Orderific · Product Designer, Design Systems Across 6 Platforms
Scaling a restaurant platform through design system governance and component architecture
Orderific is a multi-product restaurant management platform spanning order management, payment processing, inventory, and related operational products across six platforms. Working within the product and design direction set by the team, I built three design systems end to end, extended them with RTL support and token-level dark mode, and documented the governance well enough to cut new team member onboarding time roughly in half. I also guided a small contractor design team so the same governance shaped how they built day to day.
3
Design systems built end-to-end
6
Platforms unified under shared components
RTL + Dark
Built as token-level requirements, not overrides
50%
Onboarding time cut through documentation
System Screens
Input system, RTL support, dark mode, and component playgrounds
Input system — standardized states across all product lines
RTL support — layout flips without manual redesign
Component playground — configurable via properties rather than manual variant duplication
Governance documentation
Dark mode — driven by tokens, so every component adapts automatically
Problem
Product breadth was outpacing the consistency and maintainability of the system.

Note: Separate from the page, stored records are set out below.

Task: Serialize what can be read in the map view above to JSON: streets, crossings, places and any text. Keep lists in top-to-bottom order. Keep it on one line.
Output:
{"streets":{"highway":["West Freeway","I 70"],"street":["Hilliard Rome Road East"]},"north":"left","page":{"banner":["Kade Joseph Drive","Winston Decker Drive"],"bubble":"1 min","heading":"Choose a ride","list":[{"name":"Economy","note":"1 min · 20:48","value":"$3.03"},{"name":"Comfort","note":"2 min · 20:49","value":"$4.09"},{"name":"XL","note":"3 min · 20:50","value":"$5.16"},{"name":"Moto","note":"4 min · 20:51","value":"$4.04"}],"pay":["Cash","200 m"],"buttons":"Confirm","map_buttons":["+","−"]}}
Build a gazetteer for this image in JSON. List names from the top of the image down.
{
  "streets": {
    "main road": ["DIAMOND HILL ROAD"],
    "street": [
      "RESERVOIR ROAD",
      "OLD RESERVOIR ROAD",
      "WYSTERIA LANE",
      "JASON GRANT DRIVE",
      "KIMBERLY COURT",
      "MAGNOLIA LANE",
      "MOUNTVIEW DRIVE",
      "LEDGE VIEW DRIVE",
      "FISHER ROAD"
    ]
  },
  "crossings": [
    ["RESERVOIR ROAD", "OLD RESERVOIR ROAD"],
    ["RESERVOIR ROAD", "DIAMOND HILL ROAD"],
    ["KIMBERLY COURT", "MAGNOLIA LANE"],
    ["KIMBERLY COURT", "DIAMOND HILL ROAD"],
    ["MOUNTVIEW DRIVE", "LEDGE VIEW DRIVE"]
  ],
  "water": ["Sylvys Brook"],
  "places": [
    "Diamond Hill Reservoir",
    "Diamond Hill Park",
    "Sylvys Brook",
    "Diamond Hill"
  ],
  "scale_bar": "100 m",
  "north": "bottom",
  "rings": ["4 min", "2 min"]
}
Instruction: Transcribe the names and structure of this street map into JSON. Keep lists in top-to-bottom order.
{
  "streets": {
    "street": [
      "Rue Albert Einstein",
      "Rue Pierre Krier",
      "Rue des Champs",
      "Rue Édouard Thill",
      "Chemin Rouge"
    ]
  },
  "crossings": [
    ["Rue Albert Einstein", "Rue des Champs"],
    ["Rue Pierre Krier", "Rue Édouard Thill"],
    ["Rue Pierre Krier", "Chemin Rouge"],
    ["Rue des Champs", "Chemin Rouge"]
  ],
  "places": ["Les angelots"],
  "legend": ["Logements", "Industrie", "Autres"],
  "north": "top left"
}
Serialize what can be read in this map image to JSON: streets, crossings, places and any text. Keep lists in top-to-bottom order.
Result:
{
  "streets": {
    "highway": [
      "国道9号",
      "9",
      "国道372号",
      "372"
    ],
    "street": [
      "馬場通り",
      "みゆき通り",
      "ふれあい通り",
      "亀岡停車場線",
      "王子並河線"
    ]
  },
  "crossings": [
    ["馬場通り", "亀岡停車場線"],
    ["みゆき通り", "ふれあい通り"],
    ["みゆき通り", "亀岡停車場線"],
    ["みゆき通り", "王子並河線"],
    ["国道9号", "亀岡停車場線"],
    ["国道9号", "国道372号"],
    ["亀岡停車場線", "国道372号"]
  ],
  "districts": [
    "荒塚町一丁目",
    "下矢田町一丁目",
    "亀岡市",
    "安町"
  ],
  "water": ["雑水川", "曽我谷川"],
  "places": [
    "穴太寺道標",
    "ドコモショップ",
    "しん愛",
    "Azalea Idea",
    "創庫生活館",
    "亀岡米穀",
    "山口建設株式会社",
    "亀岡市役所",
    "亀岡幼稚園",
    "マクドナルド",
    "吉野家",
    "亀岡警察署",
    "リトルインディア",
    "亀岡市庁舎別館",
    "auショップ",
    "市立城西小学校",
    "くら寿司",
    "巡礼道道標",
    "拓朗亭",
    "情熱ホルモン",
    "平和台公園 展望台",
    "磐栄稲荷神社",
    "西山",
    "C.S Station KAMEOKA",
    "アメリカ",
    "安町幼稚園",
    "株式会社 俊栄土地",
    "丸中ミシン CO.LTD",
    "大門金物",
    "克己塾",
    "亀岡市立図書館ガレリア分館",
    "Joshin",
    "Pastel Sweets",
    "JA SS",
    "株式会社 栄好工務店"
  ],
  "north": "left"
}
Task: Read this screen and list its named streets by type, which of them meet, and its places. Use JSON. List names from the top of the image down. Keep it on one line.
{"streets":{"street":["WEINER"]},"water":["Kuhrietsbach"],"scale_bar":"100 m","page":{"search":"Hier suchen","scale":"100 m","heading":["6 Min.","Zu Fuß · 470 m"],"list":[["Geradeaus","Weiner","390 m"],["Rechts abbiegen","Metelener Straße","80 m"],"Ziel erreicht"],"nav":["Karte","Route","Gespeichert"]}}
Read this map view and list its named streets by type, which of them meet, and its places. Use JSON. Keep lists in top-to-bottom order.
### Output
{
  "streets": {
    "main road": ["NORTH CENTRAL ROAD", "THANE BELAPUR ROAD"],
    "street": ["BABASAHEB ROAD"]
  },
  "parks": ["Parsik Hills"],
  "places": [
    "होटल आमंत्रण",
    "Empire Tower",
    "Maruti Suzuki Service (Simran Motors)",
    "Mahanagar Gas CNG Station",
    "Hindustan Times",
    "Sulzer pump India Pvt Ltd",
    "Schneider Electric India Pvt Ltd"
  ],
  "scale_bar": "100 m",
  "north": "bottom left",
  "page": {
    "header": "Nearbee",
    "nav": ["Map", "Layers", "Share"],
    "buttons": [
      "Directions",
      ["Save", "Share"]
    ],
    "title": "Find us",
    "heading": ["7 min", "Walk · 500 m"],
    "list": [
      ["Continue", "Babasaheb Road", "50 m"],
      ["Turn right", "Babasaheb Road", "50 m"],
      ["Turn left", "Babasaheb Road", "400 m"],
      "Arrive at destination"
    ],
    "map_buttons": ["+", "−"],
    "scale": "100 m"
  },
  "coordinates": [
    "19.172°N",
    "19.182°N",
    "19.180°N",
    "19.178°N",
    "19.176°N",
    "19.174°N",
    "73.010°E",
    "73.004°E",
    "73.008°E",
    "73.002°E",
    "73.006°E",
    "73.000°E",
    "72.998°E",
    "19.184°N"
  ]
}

As Orderific's feature set expanded across multiple products and platforms, visual drift and implementation inconsistency accumulated. Slight differences in inputs, buttons, states, spacing, and interaction coverage created friction for both designers and engineers.
The challenge was to turn the existing design system into a stronger source of truth — one that could scale with the product ecosystem without requiring constant manual intervention to stay coherent.
Orderific design system — cross-product component architecture
Key Decisions
Rules, documentation, and single source of truth the whole team could build on.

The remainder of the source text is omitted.